Tuesday, June 19, 2012

Second City or Third-Rate? (Link Round-Up 6/19/12)

[via BoingBoing]

Chicago: The Second- (or Third-) Rate City
Chicago also needs something even harder to achieve: wholesale cultural change. It needs to end its obsession with being solely a global city, look for ways to reinvigorate its role as capital of the Midwest, and provide opportunities for its neglected middle and working classes, not just the elites. This means more focus on the basics of good governance and less focus on glamour. Chicago must also forge a culture of greater civic participation and debate. You can't address your problems if everyone is terrified of stepping out of line and admitting that they exist. Here, at least, Emanuel can set the tone. In March, he publicly admitted that Chicago had suffered a "lost decade," a promisingly candid assessment, and he has tapped former D.C. transportation chief Gabe Klein to run Chicago's transportation department, rather than picking a Chicago insider. Continuing to welcome outsiders and dissident voices will help dilute the culture of clout.
Asians surpass Hispanics as fastest-growing immigrant group in the US
More than six in 10 people between the ages of 25 and 64 who came from Asia in recent years have at least a bachelor's degree, twice as much as recent non-Asian immigrants.
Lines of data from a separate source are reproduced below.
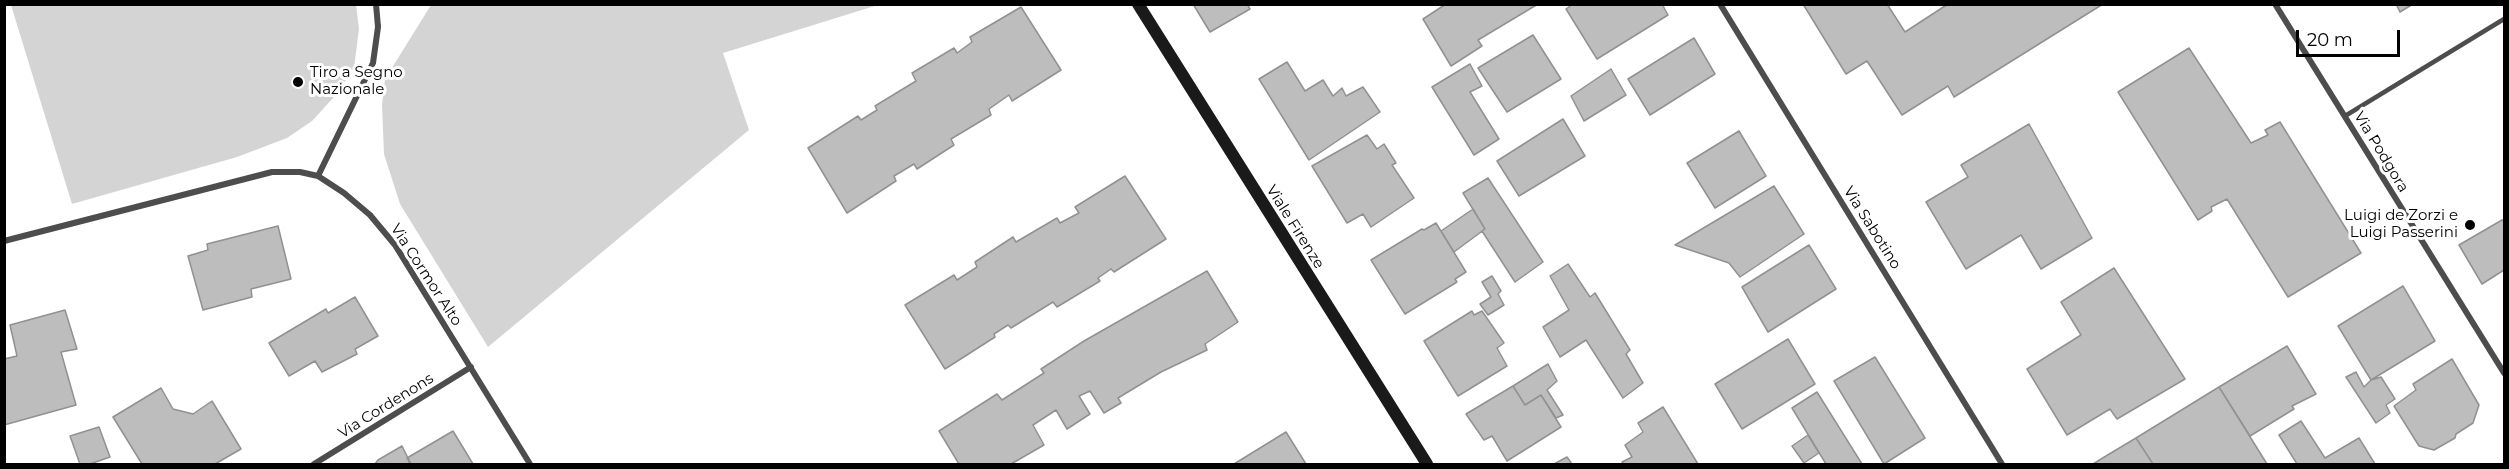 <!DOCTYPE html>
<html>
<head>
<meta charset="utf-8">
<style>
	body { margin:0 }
	#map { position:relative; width:2509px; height:469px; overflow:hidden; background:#fff; font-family:Montserrat,sans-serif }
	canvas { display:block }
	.frame { position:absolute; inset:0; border:6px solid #000; pointer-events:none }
	.scale { position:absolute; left:2296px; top:30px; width:104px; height:27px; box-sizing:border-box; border:3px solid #000; border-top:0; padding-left:8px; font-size:18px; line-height:21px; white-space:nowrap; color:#000; -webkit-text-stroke:4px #fff; paint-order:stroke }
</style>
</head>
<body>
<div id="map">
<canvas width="2509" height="469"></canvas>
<div class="frame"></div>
<div class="scale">20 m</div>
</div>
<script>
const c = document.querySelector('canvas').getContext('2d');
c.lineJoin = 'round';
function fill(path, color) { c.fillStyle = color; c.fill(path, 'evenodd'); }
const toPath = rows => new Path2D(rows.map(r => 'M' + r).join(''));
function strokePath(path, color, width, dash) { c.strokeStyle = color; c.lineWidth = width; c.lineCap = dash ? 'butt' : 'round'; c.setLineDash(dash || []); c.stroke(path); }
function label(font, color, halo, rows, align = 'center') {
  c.font = font + ' Montserrat,sans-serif'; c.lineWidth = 6; c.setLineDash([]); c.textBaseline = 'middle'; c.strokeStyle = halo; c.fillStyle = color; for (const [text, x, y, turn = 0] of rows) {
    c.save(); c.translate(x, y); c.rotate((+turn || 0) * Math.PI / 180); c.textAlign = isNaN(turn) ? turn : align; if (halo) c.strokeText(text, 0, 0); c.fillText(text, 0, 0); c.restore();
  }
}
const green = toPath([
	[11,5,356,5,359,29,354,68,334,97,312,121,287,138,237,157,72,204],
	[431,5,431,4,878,5,723,53,749,130,488,347,400,204,384,154,382,105,385,79]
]);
const building = toPath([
	[1193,4,1247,4,1250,9,1210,32,1193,4],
	[1446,4,1538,4,1478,40,1482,46,1451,66,1423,19,1446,4],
	[1573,4,1662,4,1668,15,1597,59,1566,9,1573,4],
	[1803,4,1887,4,1905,32,1948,4,2103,4,1954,97,1948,86,1902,115,1867,61,1846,74,1803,4],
	[2396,4,2413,4,2400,12,2396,4],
	[1021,7,1061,70,1012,101,1009,95,989,109,991,115,951,139,954,145,917,169,914,164,894,176,896,181,847,213,808,148,858,116,861,120,877,110,875,106,916,81,912,73,954,48,957,53,972,42,970,37,1021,7],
	[1533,35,1561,79,1507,112,1478,68,1533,35],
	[1694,38,1715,74,1650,115,1628,79,1694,38],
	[2189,48,2251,143,2268,135,2265,130,2280,122,2361,253,2288,297,2227,199,2211,207,2212,211,2198,220,2118,92,2189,48],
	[1287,62,1305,91,1323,80,1333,96,1342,88,1346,96,1363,87,1380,112,1309,160,1259,79,1287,62],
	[1470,64,1482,86,1470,92,1499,139,1474,155,1432,87,1470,64],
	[1611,69,1626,95,1584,121,1571,96,1611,69],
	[1563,119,1585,156,1519,196,1497,161,1563,119],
	[2029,124,2092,238,2041,269,2021,235,1966,269,1926,202,1968,177,1961,165,2029,124],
	[1739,131,1766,176,1715,208,1687,163,1739,131],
	[1367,135,1377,149,1384,144,1396,163,1392,165,1414,198,1371,227,1363,214,1347,223,1312,166,1367,135],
	[1125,176,1166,239,1114,272,1111,269,1098,278,1100,281,1057,307,1053,302,1011,328,1008,325,994,334,995,337,945,369,905,305,954,275,957,280,977,267,975,262,1013,237,1016,242,1057,218,1060,223,1079,213,1075,207,1125,176],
	[1488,178,1543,262,1515,282,1482,231,1485,229,1463,193,1488,178],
	[1774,186,1804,234,1740,277,1729,263,1675,245,1774,186],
	[1473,209,1485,229,1454,252,1441,231,1473,209],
	[2502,220,2504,221,2504,270,2482,284,2459,245,2502,220],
	[1436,223,1466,272,1455,279,1457,282,1405,314,1371,260,1422,229,1424,230,1436,223],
	[278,226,291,279,251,289,252,297,203,310,188,256,208,250,207,244,278,226],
	[1809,245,1836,289,1768,332,1742,287,1809,245],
	[1568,264,1590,297,1595,293,1630,350,1626,354,1643,383,1623,398,1586,340,1560,357,1543,327,1569,310,1550,276,1568,264],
	[2114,268,2185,379,2117,419,2110,409,2067,435,2027,369,2081,335,2061,302,2114,268],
	[1207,271,1238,322,1205,344,1207,350,1161,372,1118,398,1121,403,1104,413,1090,391,1079,396,1090,414,1067,429,1056,410,1033,425,1044,445,1011,464,959,464,939,431,997,394,1002,400,1044,373,1041,369,1084,341,1207,271],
	[1492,276,1501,291,1498,294,1504,305,1488,315,1480,304,1491,297,1482,282,1492,276],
	[2403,286,2435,341,2371,380,2338,326,2403,286],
	[355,297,378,336,355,349,357,354,322,372,315,361,289,376,269,343,326,309,328,313,355,297],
	[65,310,77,349,61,352,76,405,4,425,4,359,17,356,10,325,65,310],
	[1472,311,1474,315,1482,311,1504,343,1497,348,1507,366,1458,396,1424,341,1472,311],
	[1788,339,1815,384,1742,429,1715,384,1788,339],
	[2287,346,2316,394,2292,406,2294,409,2250,436,2219,387,2287,346],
	[1875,357,1925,438,1884,464,1834,381,1875,357],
	[2452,359,2479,405,2473,423,2456,434,2455,438,2434,450,2419,446,2394,406,2416,390,2413,384,2452,359],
	[1548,364,1557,381,1547,390,1563,415,1556,418,1541,395,1525,405,1513,386,1548,364],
	[2356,372,2364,387,2371,380,2381,377,2395,399,2386,405,2390,413,2376,423,2346,377,2356,372],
	[1513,386,1525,405,1541,395,1561,427,1507,461,1492,436,1484,440,1466,414,1513,386],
	[2219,387,2267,464,2153,464,2136,438,2219,387],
	[161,388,173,409,193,414,212,401,241,449,215,464,142,464,113,417,161,388],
	[1817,392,1862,464,1826,464,1792,408,1817,392],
	[1663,407,1698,464,1624,464,1622,462,1632,457,1625,445,1643,432,1638,423,1663,407],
	[2301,421,2325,458,2359,438,2375,464,2297,464,2279,435,2301,421],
	[99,427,110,457,90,464,80,464,70,436,99,427],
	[453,431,473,464,411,464,407,458,453,431],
	[1286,432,1306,464,1234,464,1286,432],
	[1808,435,1819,453,1804,463,1792,446,1808,435],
	[2136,438,2153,464,2093,464,2106,456,2136,438],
	[402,446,410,462,407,464,375,464,378,460,402,446],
	[1567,457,1572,464,1554,464,1567,457]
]);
const lane = toPath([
	[2345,116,2504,19]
]);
const street = toPath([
	[1720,4,2002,464],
	[2275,4,2504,373],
	[318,176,373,63,378,27,376,4],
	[4,241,272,172,300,172,318,176,344,193,370,215,395,245,530,464],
	[314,464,471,367]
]);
const secondary = toPath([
	[1138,4,1427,464]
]);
const markers = [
	[298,82,6,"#000"],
	[2470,225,6,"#000"]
];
const poiNames = [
	["Tiro a Segno",310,73],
	["Nazionale",310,90],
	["Luigi de Zorzi e",2458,216,"right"],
	["Luigi Passerini",2458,233,"right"]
];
const streetNames = [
	["Via Podgora",2381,152,59],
	["Viale Firenze",1295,227,58],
	["Via Sabotino",1872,228,58],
	["Via Cormor Alto",426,275,57],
	["Via Cordenons",386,406,-32]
];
fill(green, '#d4d4d4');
fill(building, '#bdbdbd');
strokePath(building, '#919191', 1.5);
strokePath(lane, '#4d4d4d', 4.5);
strokePath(street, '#4d4d4d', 6);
strokePath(secondary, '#1a1a1a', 12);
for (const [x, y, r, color] of markers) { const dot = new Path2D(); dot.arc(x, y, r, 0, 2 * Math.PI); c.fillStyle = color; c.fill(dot); strokePath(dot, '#fff', 2); }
label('15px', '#000', '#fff', poiNames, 'left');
label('15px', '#000', '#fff', streetNames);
</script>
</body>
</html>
And they are three times more likely than other immigrants to get green cards because of their employer rather than their family ties.
Sorry, there's no alien spaceship at the bottom of the Baltic Sea
Even more odd for a seemingly natural formation, the main object is disc-shaped and “appears to have construction lines and boxes drawn on it,” Lindberg said. “There are also straight edges.”
The new age of dinosaur research: new answers with new questions
And now we’re in what paleontologist Thomas Holtz has called the “Dinosaur Enlightenment.” While the Dinosaur Renaissance was mostly an image change that raised a slew of questions about dinosaur biology, the Dinosaur Enlightenment is employing new techniques and ideas to approach long-standing questions about dinosaur biology. We’re finally starting to understand how dinosaurs grew up, how they might have mated and even what colors some dinosaurs were. But even the most basic aspects of dinosaur biology are open to revision—for example, paleontologists are trying to find ever-more-accurate and precise ways to estimate how heavy dinosaurs actually were.
The Louisiana schools using textbooks written by Fundamentalists
Are dinosaurs alive today? Scientists are becoming more convinced of their existence. 
Have you heard of the `Loch Ness Monster' in Scotland? `Nessie,' for short has been recorded on sonar from a small submarine, described by eyewitnesses, and photographed by others. Nessie appears to be a plesiosaur. 
Could a fish have developed into a dinosaur? As astonishing as it may seem, many evolutionists theorize that fish evolved into amphibians and amphibians into reptiles. This gradual change from fish to reptiles has no scientific basis. No transitional fossils have been or ever will be discovered because God created each type of fish, amphibian, and reptile as separate, unique animals. Any similarities that exist among them are due to the fact that one Master Craftsmen fashioned them all." 
Extract from Biology 1099, Accelerated Christian Education Inc. (1995)
Indiana First State to Allow Citizens to Shoot Law Enforcement Officers
The first of its kind in the United States, the law was adopted after the state Supreme Court went too far in one of its rulings last year, according to supporters. The case in question involved a man who assaulted an officer during a domestic violence call. The court ruled that there was “no right to reasonably resist unlawful entry by police officers.” 
The National Rifle Association lobbied for the new law, arguing that the court decision had legalized police to commit unjustified entries.